→ What needs to be done: The whole listing below is to be repeated without alteration.

→ Exercise material:
-- Opening Marker --

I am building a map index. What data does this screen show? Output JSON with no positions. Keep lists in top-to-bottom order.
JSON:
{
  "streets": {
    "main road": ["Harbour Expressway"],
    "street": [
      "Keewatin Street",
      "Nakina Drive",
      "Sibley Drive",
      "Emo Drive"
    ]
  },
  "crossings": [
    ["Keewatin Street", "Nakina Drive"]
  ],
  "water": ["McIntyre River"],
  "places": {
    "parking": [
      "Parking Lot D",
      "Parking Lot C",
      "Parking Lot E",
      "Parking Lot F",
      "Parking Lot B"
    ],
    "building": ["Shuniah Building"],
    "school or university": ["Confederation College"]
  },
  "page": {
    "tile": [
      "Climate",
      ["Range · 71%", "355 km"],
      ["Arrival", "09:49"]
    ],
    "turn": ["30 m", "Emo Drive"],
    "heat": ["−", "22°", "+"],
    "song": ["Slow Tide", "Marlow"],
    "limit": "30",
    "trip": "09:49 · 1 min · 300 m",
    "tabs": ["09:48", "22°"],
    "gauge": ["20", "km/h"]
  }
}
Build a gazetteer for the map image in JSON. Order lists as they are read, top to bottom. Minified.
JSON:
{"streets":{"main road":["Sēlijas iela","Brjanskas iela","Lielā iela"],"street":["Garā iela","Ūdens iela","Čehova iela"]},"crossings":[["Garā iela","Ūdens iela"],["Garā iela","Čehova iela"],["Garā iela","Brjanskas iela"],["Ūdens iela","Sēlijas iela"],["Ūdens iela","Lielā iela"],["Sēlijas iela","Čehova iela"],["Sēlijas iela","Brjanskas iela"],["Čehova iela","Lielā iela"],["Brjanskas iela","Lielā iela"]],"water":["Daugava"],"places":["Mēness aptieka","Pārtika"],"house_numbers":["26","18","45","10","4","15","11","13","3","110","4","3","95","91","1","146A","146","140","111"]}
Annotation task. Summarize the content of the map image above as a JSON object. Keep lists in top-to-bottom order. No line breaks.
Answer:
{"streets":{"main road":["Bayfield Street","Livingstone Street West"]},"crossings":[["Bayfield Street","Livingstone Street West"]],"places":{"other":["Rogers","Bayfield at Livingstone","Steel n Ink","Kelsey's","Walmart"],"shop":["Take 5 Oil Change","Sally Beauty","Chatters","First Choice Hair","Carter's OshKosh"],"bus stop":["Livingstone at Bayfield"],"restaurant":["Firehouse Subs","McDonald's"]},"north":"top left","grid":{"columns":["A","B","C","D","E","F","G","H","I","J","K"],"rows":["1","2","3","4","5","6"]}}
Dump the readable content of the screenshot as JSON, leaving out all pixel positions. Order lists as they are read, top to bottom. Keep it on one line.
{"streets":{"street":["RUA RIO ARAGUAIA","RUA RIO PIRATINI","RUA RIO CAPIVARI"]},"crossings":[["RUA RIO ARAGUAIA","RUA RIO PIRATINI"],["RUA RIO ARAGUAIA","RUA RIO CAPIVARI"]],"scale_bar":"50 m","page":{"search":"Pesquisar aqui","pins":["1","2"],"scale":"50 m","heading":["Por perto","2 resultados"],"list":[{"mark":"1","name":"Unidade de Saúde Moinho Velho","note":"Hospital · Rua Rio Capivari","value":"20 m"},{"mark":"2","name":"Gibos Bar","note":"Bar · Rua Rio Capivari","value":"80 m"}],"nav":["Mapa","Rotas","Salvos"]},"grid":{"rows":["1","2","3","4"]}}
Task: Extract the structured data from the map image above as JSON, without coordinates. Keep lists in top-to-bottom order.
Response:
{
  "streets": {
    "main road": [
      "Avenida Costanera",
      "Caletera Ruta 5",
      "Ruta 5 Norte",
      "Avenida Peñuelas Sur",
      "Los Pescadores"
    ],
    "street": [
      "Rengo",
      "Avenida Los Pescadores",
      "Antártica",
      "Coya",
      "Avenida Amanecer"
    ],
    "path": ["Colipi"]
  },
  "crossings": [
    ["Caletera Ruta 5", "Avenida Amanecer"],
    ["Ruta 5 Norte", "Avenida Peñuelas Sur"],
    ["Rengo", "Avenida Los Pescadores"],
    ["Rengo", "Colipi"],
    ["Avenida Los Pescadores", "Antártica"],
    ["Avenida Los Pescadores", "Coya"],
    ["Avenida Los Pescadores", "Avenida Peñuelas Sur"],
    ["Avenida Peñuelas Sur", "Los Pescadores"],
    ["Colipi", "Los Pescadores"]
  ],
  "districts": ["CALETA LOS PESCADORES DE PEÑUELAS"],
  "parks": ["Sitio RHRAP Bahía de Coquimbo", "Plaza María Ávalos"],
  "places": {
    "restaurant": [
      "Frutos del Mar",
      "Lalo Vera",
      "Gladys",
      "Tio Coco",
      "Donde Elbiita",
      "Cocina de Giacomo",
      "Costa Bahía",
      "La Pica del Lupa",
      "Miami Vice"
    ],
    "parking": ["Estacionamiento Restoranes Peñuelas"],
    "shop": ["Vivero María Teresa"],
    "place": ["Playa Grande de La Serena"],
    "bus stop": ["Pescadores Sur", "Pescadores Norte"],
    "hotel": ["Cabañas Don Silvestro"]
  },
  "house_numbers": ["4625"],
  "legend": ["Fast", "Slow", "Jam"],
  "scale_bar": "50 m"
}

-- Closing Marker --

→ Output of the exercise:
I am building a map index. What data does this screen show? Output JSON with no positions. Keep lists in top-to-bottom order.
JSON:
{
  "streets": {
    "main road": ["Harbour Expressway"],
    "street": [
      "Keewatin Street",
      "Nakina Drive",
      "Sibley Drive",
      "Emo Drive"
    ]
  },
  "crossings": [
    ["Keewatin Street", "Nakina Drive"]
  ],
  "water": ["McIntyre River"],
  "places": {
    "parking": [
      "Parking Lot D",
      "Parking Lot C",
      "Parking Lot E",
      "Parking Lot F",
      "Parking Lot B"
    ],
    "building": ["Shuniah Building"],
    "school or university": ["Confederation College"]
  },
  "page": {
    "tile": [
      "Climate",
      ["Range · 71%", "355 km"],
      ["Arrival", "09:49"]
    ],
    "turn": ["30 m", "Emo Drive"],
    "heat": ["−", "22°", "+"],
    "song": ["Slow Tide", "Marlow"],
    "limit": "30",
    "trip": "09:49 · 1 min · 300 m",
    "tabs": ["09:48", "22°"],
    "gauge": ["20", "km/h"]
  }
}
Build a gazetteer for the map image in JSON. Order lists as they are read, top to bottom. Minified.
JSON:
{"streets":{"main road":["Sēlijas iela","Brjanskas iela","Lielā iela"],"street":["Garā iela","Ūdens iela","Čehova iela"]},"crossings":[["Garā iela","Ūdens iela"],["Garā iela","Čehova iela"],["Garā iela","Brjanskas iela"],["Ūdens iela","Sēlijas iela"],["Ūdens iela","Lielā iela"],["Sēlijas iela","Čehova iela"],["Sēlijas iela","Brjanskas iela"],["Čehova iela","Lielā iela"],["Brjanskas iela","Lielā iela"]],"water":["Daugava"],"places":["Mēness aptieka","Pārtika"],"house_numbers":["26","18","45","10","4","15","11","13","3","110","4","3","95","91","1","146A","146","140","111"]}
Annotation task. Summarize the content of the map image above as a JSON object. Keep lists in top-to-bottom order. No line breaks.
Answer:
{"streets":{"main road":["Bayfield Street","Livingstone Street West"]},"crossings":[["Bayfield Street","Livingstone Street West"]],"places":{"other":["Rogers","Bayfield at Livingstone","Steel n Ink","Kelsey's","Walmart"],"shop":["Take 5 Oil Change","Sally Beauty","Chatters","First Choice Hair","Carter's OshKosh"],"bus stop":["Livingstone at Bayfield"],"restaurant":["Firehouse Subs","McDonald's"]},"north":"top left","grid":{"columns":["A","B","C","D","E","F","G","H","I","J","K"],"rows":["1","2","3","4","5","6"]}}
Dump the readable content of the screenshot as JSON, leaving out all pixel positions. Order lists as they are read, top to bottom. Keep it on one line.
{"streets":{"street":["RUA RIO ARAGUAIA","RUA RIO PIRATINI","RUA RIO CAPIVARI"]},"crossings":[["RUA RIO ARAGUAIA","RUA RIO PIRATINI"],["RUA RIO ARAGUAIA","RUA RIO CAPIVARI"]],"scale_bar":"50 m","page":{"search":"Pesquisar aqui","pins":["1","2"],"scale":"50 m","heading":["Por perto","2 resultados"],"list":[{"mark":"1","name":"Unidade de Saúde Moinho Velho","note":"Hospital · Rua Rio Capivari","value":"20 m"},{"mark":"2","name":"Gibos Bar","note":"Bar · Rua Rio Capivari","value":"80 m"}],"nav":["Mapa","Rotas","Salvos"]},"grid":{"rows":["1","2","3","4"]}}
Task: Extract the structured data from the map image above as JSON, without coordinates. Keep lists in top-to-bottom order.
Response:
{
  "streets": {
    "main road": [
      "Avenida Costanera",
      "Caletera Ruta 5",
      "Ruta 5 Norte",
      "Avenida Peñuelas Sur",
      "Los Pescadores"
    ],
    "street": [
      "Rengo",
      "Avenida Los Pescadores",
      "Antártica",
      "Coya",
      "Avenida Amanecer"
    ],
    "path": ["Colipi"]
  },
  "crossings": [
    ["Caletera Ruta 5", "Avenida Amanecer"],
    ["Ruta 5 Norte", "Avenida Peñuelas Sur"],
    ["Rengo", "Avenida Los Pescadores"],
    ["Rengo", "Colipi"],
    ["Avenida Los Pescadores", "Antártica"],
    ["Avenida Los Pescadores", "Coya"],
    ["Avenida Los Pescadores", "Avenida Peñuelas Sur"],
    ["Avenida Peñuelas Sur", "Los Pescadores"],
    ["Colipi", "Los Pescadores"]
  ],
  "districts": ["CALETA LOS PESCADORES DE PEÑUELAS"],
  "parks": ["Sitio RHRAP Bahía de Coquimbo", "Plaza María Ávalos"],
  "places": {
    "restaurant": [
      "Frutos del Mar",
      "Lalo Vera",
      "Gladys",
      "Tio Coco",
      "Donde Elbiita",
      "Cocina de Giacomo",
      "Costa Bahía",
      "La Pica del Lupa",
      "Miami Vice"
    ],
    "parking": ["Estacionamiento Restoranes Peñuelas"],
    "shop": ["Vivero María Teresa"],
    "place": ["Playa Grande de La Serena"],
    "bus stop": ["Pescadores Sur", "Pescadores Norte"],
    "hotel": ["Cabañas Don Silvestro"]
  },
  "house_numbers": ["4625"],
  "legend": ["Fast", "Slow", "Jam"],
  "scale_bar": "50 m"
}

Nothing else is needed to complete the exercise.